▸ **ACTIVITY**
Restate all of the material, keeping every line identical to the original.

▸ **RECORDS FOR PROCESSING**
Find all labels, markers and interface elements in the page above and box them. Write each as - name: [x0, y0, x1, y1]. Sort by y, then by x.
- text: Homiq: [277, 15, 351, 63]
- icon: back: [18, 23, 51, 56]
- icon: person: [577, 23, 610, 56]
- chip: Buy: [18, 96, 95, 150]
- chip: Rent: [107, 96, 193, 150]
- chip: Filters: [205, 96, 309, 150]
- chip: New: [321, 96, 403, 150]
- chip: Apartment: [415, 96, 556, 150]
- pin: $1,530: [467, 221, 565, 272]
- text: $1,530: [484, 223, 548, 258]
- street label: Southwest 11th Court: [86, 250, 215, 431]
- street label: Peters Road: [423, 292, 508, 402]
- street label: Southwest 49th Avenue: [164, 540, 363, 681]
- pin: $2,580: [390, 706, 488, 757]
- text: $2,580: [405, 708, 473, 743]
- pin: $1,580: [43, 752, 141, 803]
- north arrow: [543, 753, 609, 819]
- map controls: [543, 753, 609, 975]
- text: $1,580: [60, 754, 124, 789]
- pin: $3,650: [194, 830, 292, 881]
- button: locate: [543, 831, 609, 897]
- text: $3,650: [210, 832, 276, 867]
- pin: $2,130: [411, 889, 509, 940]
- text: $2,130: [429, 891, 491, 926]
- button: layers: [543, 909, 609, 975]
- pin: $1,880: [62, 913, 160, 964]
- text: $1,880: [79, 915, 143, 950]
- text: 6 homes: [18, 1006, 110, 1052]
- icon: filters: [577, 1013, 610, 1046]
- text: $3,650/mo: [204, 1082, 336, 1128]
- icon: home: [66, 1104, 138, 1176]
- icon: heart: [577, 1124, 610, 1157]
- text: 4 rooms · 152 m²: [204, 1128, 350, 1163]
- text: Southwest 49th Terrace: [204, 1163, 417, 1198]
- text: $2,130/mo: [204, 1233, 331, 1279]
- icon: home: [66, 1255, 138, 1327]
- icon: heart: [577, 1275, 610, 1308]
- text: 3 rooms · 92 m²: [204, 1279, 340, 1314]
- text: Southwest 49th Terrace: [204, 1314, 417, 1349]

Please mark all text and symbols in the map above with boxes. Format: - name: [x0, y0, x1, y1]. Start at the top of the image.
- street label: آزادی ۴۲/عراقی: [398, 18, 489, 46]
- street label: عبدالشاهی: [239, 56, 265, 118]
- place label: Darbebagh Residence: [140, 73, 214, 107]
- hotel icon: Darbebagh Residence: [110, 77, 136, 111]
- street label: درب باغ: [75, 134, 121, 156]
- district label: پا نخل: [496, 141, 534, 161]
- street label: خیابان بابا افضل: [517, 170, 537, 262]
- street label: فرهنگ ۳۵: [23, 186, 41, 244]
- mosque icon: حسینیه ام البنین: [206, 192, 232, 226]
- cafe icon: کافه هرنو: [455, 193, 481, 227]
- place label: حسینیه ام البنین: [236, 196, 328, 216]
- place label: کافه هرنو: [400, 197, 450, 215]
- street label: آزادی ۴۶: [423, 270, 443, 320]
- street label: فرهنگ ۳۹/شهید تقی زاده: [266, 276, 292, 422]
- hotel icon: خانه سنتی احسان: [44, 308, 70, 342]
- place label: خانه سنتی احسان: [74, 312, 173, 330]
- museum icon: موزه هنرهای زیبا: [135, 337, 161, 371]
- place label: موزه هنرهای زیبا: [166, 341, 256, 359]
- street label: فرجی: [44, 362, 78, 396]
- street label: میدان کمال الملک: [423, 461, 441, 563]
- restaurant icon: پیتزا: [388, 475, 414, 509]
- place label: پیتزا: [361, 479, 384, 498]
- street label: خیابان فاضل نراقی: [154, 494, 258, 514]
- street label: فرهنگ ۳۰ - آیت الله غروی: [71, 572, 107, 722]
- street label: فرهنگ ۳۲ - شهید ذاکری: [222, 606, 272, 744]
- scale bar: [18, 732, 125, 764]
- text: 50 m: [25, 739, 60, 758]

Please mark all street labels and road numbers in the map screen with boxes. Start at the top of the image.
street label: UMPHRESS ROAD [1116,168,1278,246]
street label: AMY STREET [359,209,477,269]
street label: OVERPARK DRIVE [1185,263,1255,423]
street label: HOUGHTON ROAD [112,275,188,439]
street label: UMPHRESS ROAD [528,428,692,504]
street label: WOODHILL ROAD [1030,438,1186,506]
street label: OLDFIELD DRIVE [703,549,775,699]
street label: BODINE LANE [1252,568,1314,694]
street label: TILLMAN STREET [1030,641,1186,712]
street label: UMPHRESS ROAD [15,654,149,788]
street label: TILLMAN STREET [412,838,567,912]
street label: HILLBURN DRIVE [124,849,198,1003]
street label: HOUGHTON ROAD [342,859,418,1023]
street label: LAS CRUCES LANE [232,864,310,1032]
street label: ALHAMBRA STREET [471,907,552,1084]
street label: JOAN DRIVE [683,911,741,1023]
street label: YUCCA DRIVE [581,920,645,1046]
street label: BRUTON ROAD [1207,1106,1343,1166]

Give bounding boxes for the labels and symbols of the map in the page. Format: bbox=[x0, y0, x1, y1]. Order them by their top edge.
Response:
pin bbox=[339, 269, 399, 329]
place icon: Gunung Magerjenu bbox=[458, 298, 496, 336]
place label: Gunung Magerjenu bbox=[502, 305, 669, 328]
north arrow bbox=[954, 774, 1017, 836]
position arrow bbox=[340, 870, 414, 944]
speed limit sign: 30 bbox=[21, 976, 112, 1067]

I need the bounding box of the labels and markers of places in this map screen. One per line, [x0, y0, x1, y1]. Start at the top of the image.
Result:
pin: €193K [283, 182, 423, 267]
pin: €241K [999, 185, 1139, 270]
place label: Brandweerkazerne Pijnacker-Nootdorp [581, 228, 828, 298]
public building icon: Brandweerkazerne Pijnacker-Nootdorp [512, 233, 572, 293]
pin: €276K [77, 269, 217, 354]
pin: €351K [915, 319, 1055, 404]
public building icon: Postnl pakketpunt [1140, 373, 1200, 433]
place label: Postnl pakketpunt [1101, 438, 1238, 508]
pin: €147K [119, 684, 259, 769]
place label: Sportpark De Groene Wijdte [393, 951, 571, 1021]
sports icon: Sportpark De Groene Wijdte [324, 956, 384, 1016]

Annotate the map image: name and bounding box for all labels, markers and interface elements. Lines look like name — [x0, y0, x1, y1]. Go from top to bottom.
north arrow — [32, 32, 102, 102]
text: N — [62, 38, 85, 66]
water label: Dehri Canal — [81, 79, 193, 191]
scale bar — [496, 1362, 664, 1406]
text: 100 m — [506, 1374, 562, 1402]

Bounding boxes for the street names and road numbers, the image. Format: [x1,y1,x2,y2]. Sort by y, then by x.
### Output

▸ **TASK RESULT**
Find all labels, markers and interface elements in the page above and box them. Write each as - name: [x0, y0, x1, y1]. Sort by y, then by x.
- text: Homiq: [277, 15, 351, 63]
- icon: back: [18, 23, 51, 56]
- icon: person: [577, 23, 610, 56]
- chip: Buy: [18, 96, 95, 150]
- chip: Rent: [107, 96, 193, 150]
- chip: Filters: [205, 96, 309, 150]
- chip: New: [321, 96, 403, 150]
- chip: Apartment: [415, 96, 556, 150]
- pin: $1,530: [467, 221, 565, 272]
- text: $1,530: [484, 223, 548, 258]
- street label: Southwest 11th Court: [86, 250, 215, 431]
- street label: Peters Road: [423, 292, 508, 402]
- street label: Southwest 49th Avenue: [164, 540, 363, 681]
- pin: $2,580: [390, 706, 488, 757]
- text: $2,580: [405, 708, 473, 743]
- pin: $1,580: [43, 752, 141, 803]
- north arrow: [543, 753, 609, 819]
- map controls: [543, 753, 609, 975]
- text: $1,580: [60, 754, 124, 789]
- pin: $3,650: [194, 830, 292, 881]
- button: locate: [543, 831, 609, 897]
- text: $3,650: [210, 832, 276, 867]
- pin: $2,130: [411, 889, 509, 940]
- text: $2,130: [429, 891, 491, 926]
- button: layers: [543, 909, 609, 975]
- pin: $1,880: [62, 913, 160, 964]
- text: $1,880: [79, 915, 143, 950]
- text: 6 homes: [18, 1006, 110, 1052]
- icon: filters: [577, 1013, 610, 1046]
- text: $3,650/mo: [204, 1082, 336, 1128]
- icon: home: [66, 1104, 138, 1176]
- icon: heart: [577, 1124, 610, 1157]
- text: 4 rooms · 152 m²: [204, 1128, 350, 1163]
- text: Southwest 49th Terrace: [204, 1163, 417, 1198]
- text: $2,130/mo: [204, 1233, 331, 1279]
- icon: home: [66, 1255, 138, 1327]
- icon: heart: [577, 1275, 610, 1308]
- text: 3 rooms · 92 m²: [204, 1279, 340, 1314]
- text: Southwest 49th Terrace: [204, 1314, 417, 1349]

Please mark all text and symbols in the map above with boxes. Format: - name: [x0, y0, x1, y1]. Start at the top of the image.
- street label: آزادی ۴۲/عراقی: [398, 18, 489, 46]
- street label: عبدالشاهی: [239, 56, 265, 118]
- place label: Darbebagh Residence: [140, 73, 214, 107]
- hotel icon: Darbebagh Residence: [110, 77, 136, 111]
- street label: درب باغ: [75, 134, 121, 156]
- district label: پا نخل: [496, 141, 534, 161]
- street label: خیابان بابا افضل: [517, 170, 537, 262]
- street label: فرهنگ ۳۵: [23, 186, 41, 244]
- mosque icon: حسینیه ام البنین: [206, 192, 232, 226]
- cafe icon: کافه هرنو: [455, 193, 481, 227]
- place label: حسینیه ام البنین: [236, 196, 328, 216]
- place label: کافه هرنو: [400, 197, 450, 215]
- street label: آزادی ۴۶: [423, 270, 443, 320]
- street label: فرهنگ ۳۹/شهید تقی زاده: [266, 276, 292, 422]
- hotel icon: خانه سنتی احسان: [44, 308, 70, 342]
- place label: خانه سنتی احسان: [74, 312, 173, 330]
- museum icon: موزه هنرهای زیبا: [135, 337, 161, 371]
- place label: موزه هنرهای زیبا: [166, 341, 256, 359]
- street label: فرجی: [44, 362, 78, 396]
- street label: میدان کمال الملک: [423, 461, 441, 563]
- restaurant icon: پیتزا: [388, 475, 414, 509]
- place label: پیتزا: [361, 479, 384, 498]
- street label: خیابان فاضل نراقی: [154, 494, 258, 514]
- street label: فرهنگ ۳۰ - آیت الله غروی: [71, 572, 107, 722]
- street label: فرهنگ ۳۲ - شهید ذاکری: [222, 606, 272, 744]
- scale bar: [18, 732, 125, 764]
- text: 50 m: [25, 739, 60, 758]

Please mark all street labels and road numbers in the map screen with boxes. Start at the top of the image.
street label: UMPHRESS ROAD [1116,168,1278,246]
street label: AMY STREET [359,209,477,269]
street label: OVERPARK DRIVE [1185,263,1255,423]
street label: HOUGHTON ROAD [112,275,188,439]
street label: UMPHRESS ROAD [528,428,692,504]
street label: WOODHILL ROAD [1030,438,1186,506]
street label: OLDFIELD DRIVE [703,549,775,699]
street label: BODINE LANE [1252,568,1314,694]
street label: TILLMAN STREET [1030,641,1186,712]
street label: UMPHRESS ROAD [15,654,149,788]
street label: TILLMAN STREET [412,838,567,912]
street label: HILLBURN DRIVE [124,849,198,1003]
street label: HOUGHTON ROAD [342,859,418,1023]
street label: LAS CRUCES LANE [232,864,310,1032]
street label: ALHAMBRA STREET [471,907,552,1084]
street label: JOAN DRIVE [683,911,741,1023]
street label: YUCCA DRIVE [581,920,645,1046]
street label: BRUTON ROAD [1207,1106,1343,1166]

Give bounding boxes for the labels and symbols of the map in the page. Format: bbox=[x0, y0, x1, y1]. Order them by their top edge.
Response:
pin bbox=[339, 269, 399, 329]
place icon: Gunung Magerjenu bbox=[458, 298, 496, 336]
place label: Gunung Magerjenu bbox=[502, 305, 669, 328]
north arrow bbox=[954, 774, 1017, 836]
position arrow bbox=[340, 870, 414, 944]
speed limit sign: 30 bbox=[21, 976, 112, 1067]

I need the bounding box of the labels and markers of places in this map screen. One per line, [x0, y0, x1, y1]. Start at the top of the image.
Result:
pin: €193K [283, 182, 423, 267]
pin: €241K [999, 185, 1139, 270]
place label: Brandweerkazerne Pijnacker-Nootdorp [581, 228, 828, 298]
public building icon: Brandweerkazerne Pijnacker-Nootdorp [512, 233, 572, 293]
pin: €276K [77, 269, 217, 354]
pin: €351K [915, 319, 1055, 404]
public building icon: Postnl pakketpunt [1140, 373, 1200, 433]
place label: Postnl pakketpunt [1101, 438, 1238, 508]
pin: €147K [119, 684, 259, 769]
place label: Sportpark De Groene Wijdte [393, 951, 571, 1021]
sports icon: Sportpark De Groene Wijdte [324, 956, 384, 1016]

Annotate the map image: name and bounding box for all labels, markers and interface elements. Lines look like name — [x0, y0, x1, y1]. Go from top to bottom.
north arrow — [32, 32, 102, 102]
text: N — [62, 38, 85, 66]
water label: Dehri Canal — [81, 79, 193, 191]
scale bar — [496, 1362, 664, 1406]
text: 100 m — [506, 1374, 562, 1402]

Bounding boxes for the street names and road numbers, the image. Format: [x1,y1,x2,y2]. Sort by y, then by x.
### Output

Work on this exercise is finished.